**Task:** Copy out all lines from the material that contain the string "weight".

**The data:**

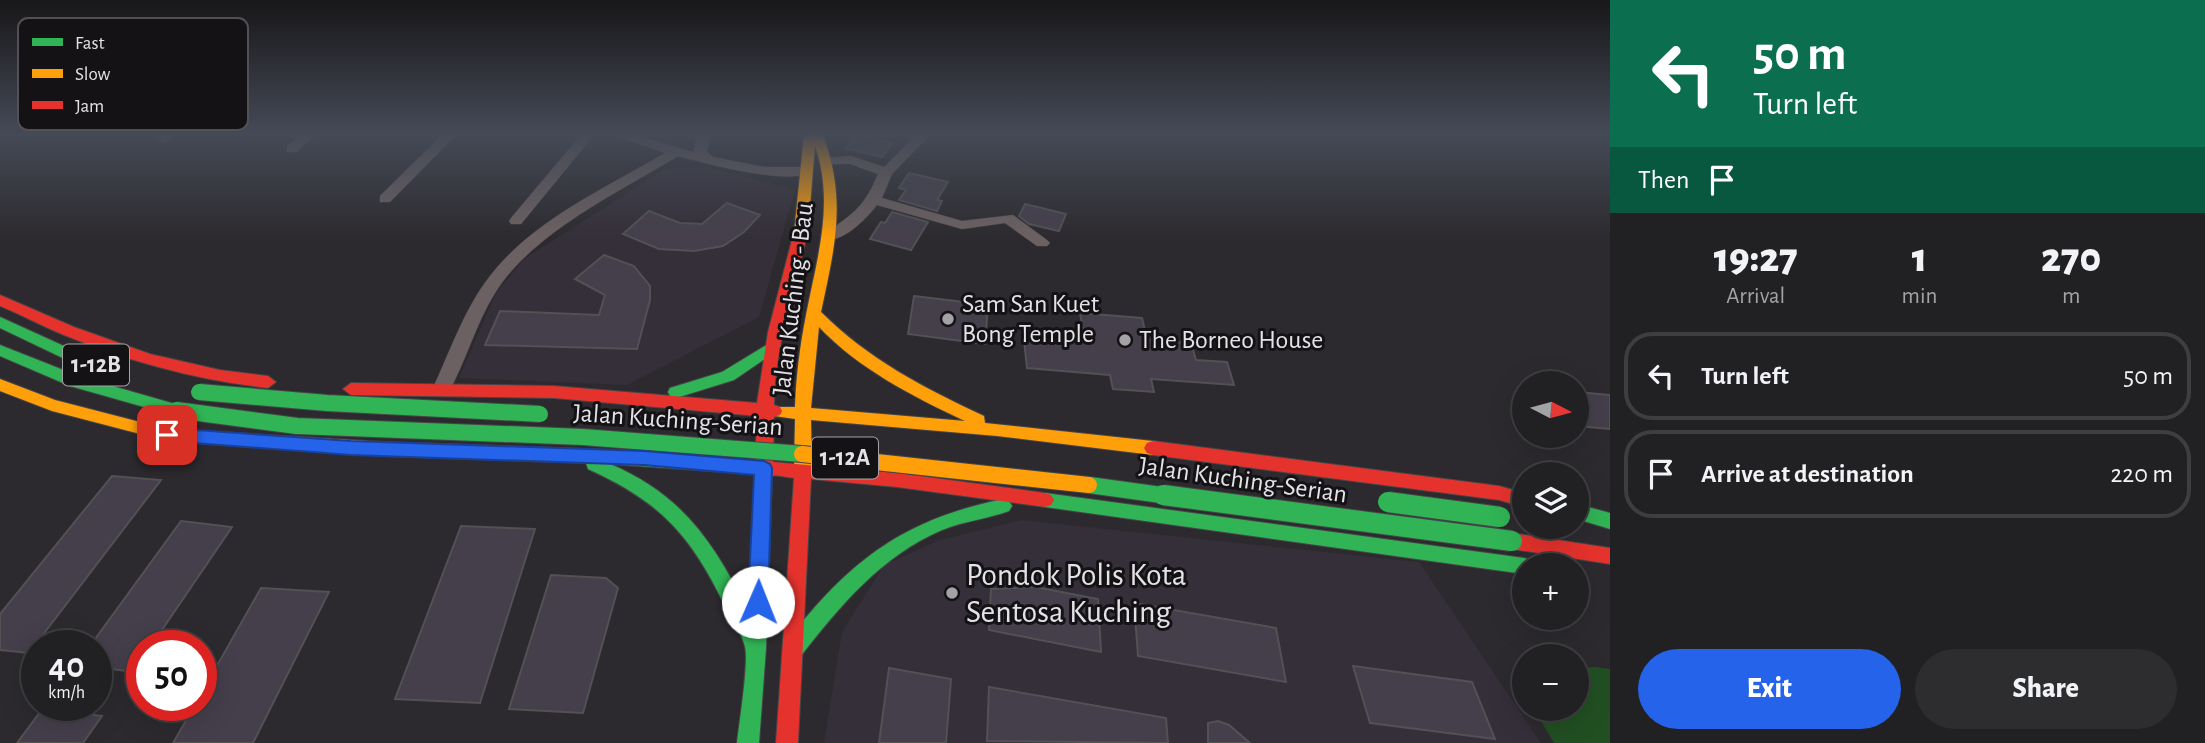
<!DOCTYPE html>
<meta charset="utf-8">
<style>
body{margin:0;font-family:"Alegreya Sans",sans-serif;background:#2d2d2f;color:#f1f3f6;height:100vh;display:flex;flex-direction:column;font-size:26px;white-space:nowrap}
*{box-sizing:border-box;margin:0}
p{font-size:23px;color:#a2a3a5}
.icon{flex:none;width:38px;height:38px;fill:none;stroke:currentColor;stroke-width:2;stroke-linecap:round;stroke-linejoin:round}
.map{position:relative;flex:1;overflow:hidden}
.details{display:flex;flex-direction:column;background:#212022;width:595px}
.details>*{flex:none}
.banner{background:#0b6e4f;color:#fff;overflow:hidden}
.needle{width:46px;rotate:96deg}
.fabs{position:absolute;left:1512px;top:371px;display:grid;gap:14px}
.fabs a{display:grid;place-items:center;width:77px;height:77px;border-radius:50%;background:#212022;box-shadow:0 7px 28px #0002,0 0 0 2px #3e3e40;font-size:35px}
.speed{position:absolute;left:21px;top:630px;display:flex;gap:14px;font-size:35px;font-weight:700;text-align:center}
.speed>*{display:grid;place-content:center;width:91px;height:91px;border-radius:50%;background:#212022;box-shadow:0 7px 28px #0002,0 0 0 2px #3e3e40;line-height:1}
.speed small{font-size:18px;font-weight:400}
.speed .limit{border:10px solid #d22;background:#fff;color:#111}
.pin{position:absolute;display:grid;place-items:center;width:60px;height:60px;color:#fff;margin:-30px;border-radius:14px;box-shadow:0 4px 10px #0006}
.me{position:absolute;width:77px;margin:-38px;rotate:1deg;stroke-linejoin:round;filter:drop-shadow(0 0 5px #0008)}
.turn{display:flex;align-items:center;gap:24px;height:147px;padding:0 28px;font-size:32px}
.turn .icon{width:91px;height:91px;stroke-width:2.5}
.turn b{display:block;font-size:49px;line-height:60px}
.then{display:flex;align-items:center;height:66px;padding:0 28px;background:#0003;gap:14px;font-size:26px}
.eta{display:flex;justify-content:space-evenly;align-items:center;height:119px;text-align:center}
.eta b{font-size:42px;font-weight:800;line-height:49px}
.action{display:flex;gap:14px;margin-top:auto;padding:14px 28px}
.action a{flex:1;height:80px;border-radius:42px;background:#2563eb;color:#fff;font-size:28px;font-weight:800;line-height:80px;text-align:center}
.action a+a{background:#2d2d2f;color:#f1f3f6}
ul{padding:0;list-style:none}
li{display:flex;align-items:center;gap:21px;height:88px;margin:0 14px 10px;padding:0 14px;border:4px solid #3e3e40;border-radius:28px}
li div{flex:1}
li b{display:block;font-size:26px}
li em{font-style:normal}
main{display:flex;flex:1;min-height:0}
.map>svg:first-child{display:block}
</style>
<main>
<div class="map">
<svg width="1610" height="743" viewBox="0 0 1610 743">
<rect width="100%" height="100%" fill="#2c2a2e"/>
<path fill="#342f39" d="M705,167l90,23 -36,127 -132,68 -168,-7 37,-85 28,-34 141,-90z
M1021,520l398,42 122,181h-717l18,-111 42,-67 56,-25z"/>
<path fill="#214f22" d="M1595,667l15,2v74h-56l-20,-34h43v-41z"/>
<path fill="#443f4b" stroke="#525154" stroke-width="2" d="M856,135h3l33,8 -10,14 -36,-9z
M909,173l39,9 -11,18 5,1 -5,10 -38,-11 7,-10 -7,-2z
M727,203l33,12 -16,17 -21,14 -29,5 -35,-2 -36,-15 26,-23 31,12 22,1z
M1025,204l41,10 -7,17 -30,-7 -10,-8z
M892,212l36,10 -17,28 -41,-11 11,-17 4,1z
M604,255l30,11 16,20v14l-13,49 -152,-4 15,-34 99,4 6,-20 -30,-16z
M914,296l74,9 -3,39 -77,-10z
M1080,313l62,5 5,21 44,4 5,17 31,2 7,23 -83,-6 3,13 -41,-3 -3,-14 -83,-7 -4,-37 61,4z
M1577,392l33,3v34l-33,-3z
M112,476l49,4 -132,173 -29,-3v-36z
M181,521l51,6 -81,119h-9v13l-9,13 -37,-5v-21h-6z
M461,526l74,3 -55,174 -85,-4z
M551,575l55,3 12,10 -35,125 -74,-4z
M1035,587l63,12 3,53 -112,-22 2,-41z
M261,588l68,4 -76,151h-80l22,-38h6v-11z
M1134,603l142,25 10,54 -148,-26z
M1353,666l119,16 23,57 -125,-16z
M889,668l62,11 -5,64h-67z
M989,687l177,31 2,25 -181,-2z
M43,708l59,8 -19,27h-66z
M1218,721l11,4 21,18h-42v-20z"/>
<g fill="none" stroke-linecap="round" stroke-linejoin="round">
<defs>
<path id="street" d="M161,135h14l-11,8 -7,-4z
M301,135h14l-18,17h-10v-6z
M442,135h14l-66,67h-10v-6z
M581,135h13l-73,89h-10l-2,-3 2,-3z
M614,135h20l59,17 4,-17h13l-3,17 6,5 51,10h42l7,4c-20,16 -110,-8 -135,-15 -59,36 -146,77 -183,137 -20,32 -29,69 -48,102h-12l-3,-5c18,-38 32,-81 58,-114 43,-56 116,-88 175,-123z
M916,135h14l-38,39 -10,24 80,23 51,-6 34,25 3,3 -3,3h-10l-32,-23 -43,6 -85,-24c-10,13 -34,38 -51,34l-2,-3 2,-3c29,-21 38,-26 52,-59l-28,-10h-28v-6l29,-2 33,11z"/>
<path id="fast" d="M0,317l77,35 47,16 2,4 -8,6 -51,-18 -67,-32z
M773,341l5,1 3,4 -3,4 -44,30 -58,18 -6,-2 -2,-4 2,-4 52,-16z
M0,345l81,32 101,29 2,4 -2,4 -6,2 -106,-30 -70,-30z
M384,442l260,9 134,13 3,5 -3,5 -6,2 -6,172 -7,95h-22c2,-19 12,-81 8,-96 -3,-14 -14,-30 -21,-43 -34,-70 -65,-103 -136,-135l-2,-6 -202,-7 -6,-2 -3,-5 3,-5zM610,464l145,10 -7,136c-35,-68 -65,-115 -138,-146z
M1045,493l479,65 7,2 2,5h-9v9l-479,-67 -6,-2 -3,-5 3,-5z
M1003,499l6,2 3,5 -3,5c-22,8 -45,10 -67,19 -61,26 -102,76 -142,127l-7,3 -7,-3 -3,-7c7,-16 21,-30 32,-43 55,-62 107,-91 188,-108z
M1577,504l33,9v16l-33,-10z"/>
<path id="slow" d="M804,135h19c24,65 12,111 -2,177 47,47 103,76 163,104l1,7 168,18 6,2 3,5 -3,5 -6,2 -156,-19 -186,-16 1,51 -3,5 -6,2 -6,-2 -3,-5 1,-52 -27,-4 -2,-4 2,-4h27c1,-31 5,-61 11,-92 11,-57 29,-112 9,-169l-7,86 -7,4 -7,-4zM819,327c40,42 93,69 146,94l-154,-13z
M0,379l55,21 112,29 217,13 6,2 3,5 -3,5 -6,2 -217,-15 -115,-30 -52,-20z"/>
<path id="jam" d="M801,228l7,4c-14,56 -33,115 -34,173l6,2 2,4 -2,4 -6,2 -1,45 124,11 148,20 6,2 3,5 -3,5 -6,2 -148,-20 -86,-8 -13,264h-22l18,-265 -36,-5 -3,-5 2,-52 -203,-18 -203,-3 -8,-6 8,-6 203,3 203,17 11,-71 26,-100z
M0,295l74,32 76,27 70,16 48,6 8,6 -8,6c-71,-8 -138,-26 -204,-53 -22,-9 -42,-20 -64,-29z
M1153,441l346,45 25,7v14l-25,-7 -346,-45 -6,-2 -3,-5 3,-5z
M1512,533l98,15v16l-98,-15 -7,-2 -2,-6 2,-6z"/>
</defs>
<use href="#street" stroke="#464547" stroke-width="1"/>
<use href="#fast" stroke="#464547" stroke-width="2"/>
<use href="#slow" stroke="#464547" stroke-width="2"/>
<use href="#jam" stroke="#464547" stroke-width="2"/>
<use href="#street" fill="#6c6162" fill-rule="evenodd"/>
<use href="#fast" fill="#30b455" fill-rule="evenodd"/>
<use href="#slow" fill="#ff9f0a" fill-rule="evenodd"/>
<use href="#jam" fill="#e5322d" fill-rule="evenodd"/>
<defs>
<path id="fast-bridge-far1" d="M199,392l128,11 213,11
M176,410l121,16 286,11 219,17
M1089,485l87,12"/>
<path id="fast-bridge" d="M1163,495l349,46
M1388,502l112,15"/>
<path id="slow-bridge" d="M802,454l287,31"/>
</defs>
<use href="#fast-bridge-far1" stroke="#464547" stroke-width="18" stroke-linecap="butt"/>
<use href="#fast-bridge" stroke="#464547" stroke-width="22" stroke-linecap="butt"/>
<use href="#slow-bridge" stroke="#464547" stroke-width="18" stroke-linecap="butt"/>
<use href="#fast-bridge-far1" stroke="#30b455" stroke-width="16"/>
<use href="#fast-bridge" stroke="#30b455" stroke-width="20"/>
<use href="#slow-bridge" stroke="#ff9f0a" stroke-width="16"/>
</g>
<linearGradient id="sky" x2="0" y2="1"><stop stop-color="#181719"/><stop offset="0.56" stop-color="#454a57"/><stop offset="1" stop-color="#454a57" stop-opacity="0"/></linearGradient>
<rect width="1610" height="239" fill="url(#sky)"/>
<path fill="#2563eb" stroke="#184099" stroke-width="2" d="M167,428l184,13 293,10 120,10 6,3 2,4 -4,134 -3,7 -7,2 -7,-2 -3,-7 6,-127 -110,-10 -293,-10 -184,-14 -6,-2 -2,-4 2,-5z"/>
<g fill="#a3a2a6" stroke="#141215" stroke-width="2.5">
<circle cx="948" cy="319" r="7"/>
<circle cx="1125" cy="340" r="7"/>
<circle cx="952" cy="593" r="7"/>
</g>
<g text-anchor="middle" dominant-baseline="central" stroke-width="6" stroke-linejoin="round" paint-order="stroke">
<g fill="#141215" stroke="#a5a4a7" stroke-width="2">
<rect x="63" y="344.5" width="66" height="41" rx="5"/>
<rect x="812" y="437.5" width="66" height="41" rx="5"/>
</g>
<g font-size="24" font-weight="bold" fill="#e3e2e6">
<text x="96" y="365">1-12B</text>
<text x="845" y="458">1-12A</text>
</g>
<g font-size="26" fill="#e3e2e6" stroke="#141215">
<text transform="translate(793 299) rotate(-83)">Jalan Kuching - Bau</text>
<text transform="translate(678 420) rotate(4)">Jalan Kuching-Serian</text>
<text transform="translate(1243 480) rotate(8)">Jalan Kuching-Serian</text>
</g>
<g font-size="26" fill="#e3e2e6" stroke="#141215" text-anchor="start">
<text x="962" y="304">Sam San Kuet<tspan x="962" dy="30">Bong Temple</tspan></text>
<text x="1139" y="340">The Borneo House</text>
</g>
<g font-size="32" fill="#e3e2e6" stroke="#141215" text-anchor="start">
<text x="966" y="575">Pondok Polis Kota<tspan x="966" dy="37">Sentosa Kuching</tspan></text>
</g>
</g>
<rect x="18" y="18" width="230" height="112" rx="10" fill="#141215" stroke="#525054" stroke-width="2"/>
<rect x="32" y="38" width="31" height="8" fill="#30b455"/>
<rect x="32" y="69" width="31" height="9" fill="#ff9f0a"/>
<rect x="32" y="101" width="31" height="8" fill="#e5322d"/>
<g font-size="19" fill="#e3e2e6">
<text x="75" y="49">Fast</text>
<text x="75" y="80">Slow</text>
<text x="75" y="112">Jam</text>
</g>
</svg>
<div class="fabs">
<a><svg class="needle" viewBox="-14 -14 28 28"><path d="M0-13l5 13h-10z" fill="#e53935"/><path d="M0 13l5-13h-10z" fill="#a2a3a5"/></svg></a>
<a><svg class="icon" aria-label="layers" viewBox="0 0 24 24"><path d="M12 4l9 5-9 5-9-5zM3 14l9 5 9-5"/></svg></a>
<a>+</a>
<a>−</a>
</div>
<div class="speed"><div>40<small>km/h</small></div><div class="limit">50</div></div>
<div class="pin" style="left:167px;top:435px;background:#d93025"><svg class="icon" aria-label="arrive" viewBox="0 0 24 24"><path d="M6 21V4h12l-3 4 3 4H6"/></svg></div>
<svg class="me" style="left:758px;top:602px" viewBox="-20 -20 40 40"><circle r="19" fill="#fff"/><path d="M0-13L10 11 0 6-10 11z" fill="#2563eb"/></svg>
</div>
<section class="details">
<div class="banner">
<div class="turn"><svg class="icon" aria-label="left" viewBox="0 0 24 24"><path d="M17 20v-9H6M10 6l-5 5 5 5"/></svg><div><b>50 m</b>Turn left</div></div>
<div class="then">Then<svg class="icon" aria-label="arrive" viewBox="0 0 24 24"><path d="M6 21V4h12l-3 4 3 4H6"/></svg></div>
</div>
<div class="eta">
<div><b>19:27</b><p>Arrival</p></div>
<div><b>1</b><p>min</p></div>
<div><b>270</b><p>m</p></div>
</div>
<ul>
<li><svg class="icon" aria-label="left" viewBox="0 0 24 24"><path d="M17 20v-9H6M10 6l-5 5 5 5"/></svg><div><b>Turn left</b></div><em>50 m</em></li>
<li><svg class="icon" aria-label="arrive" viewBox="0 0 24 24"><path d="M6 21V4h12l-3 4 3 4H6"/></svg><div><b>Arrive at destination</b></div><em>220 m</em></li>
</ul>
<div class="action"><a>Exit</a><a>Share</a></div>
</section>
</main>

**Finished task:**
.speed{position:absolute;left:21px;top:630px;display:flex;gap:14px;font-size:35px;font-weight:700;text-align:center}
.speed small{font-size:18px;font-weight:400}
.eta b{font-size:42px;font-weight:800;line-height:49px}
.action a{flex:1;height:80px;border-radius:42px;background:#2563eb;color:#fff;font-size:28px;font-weight:800;line-height:80px;text-align:center}
<g font-size="24" font-weight="bold" fill="#e3e2e6">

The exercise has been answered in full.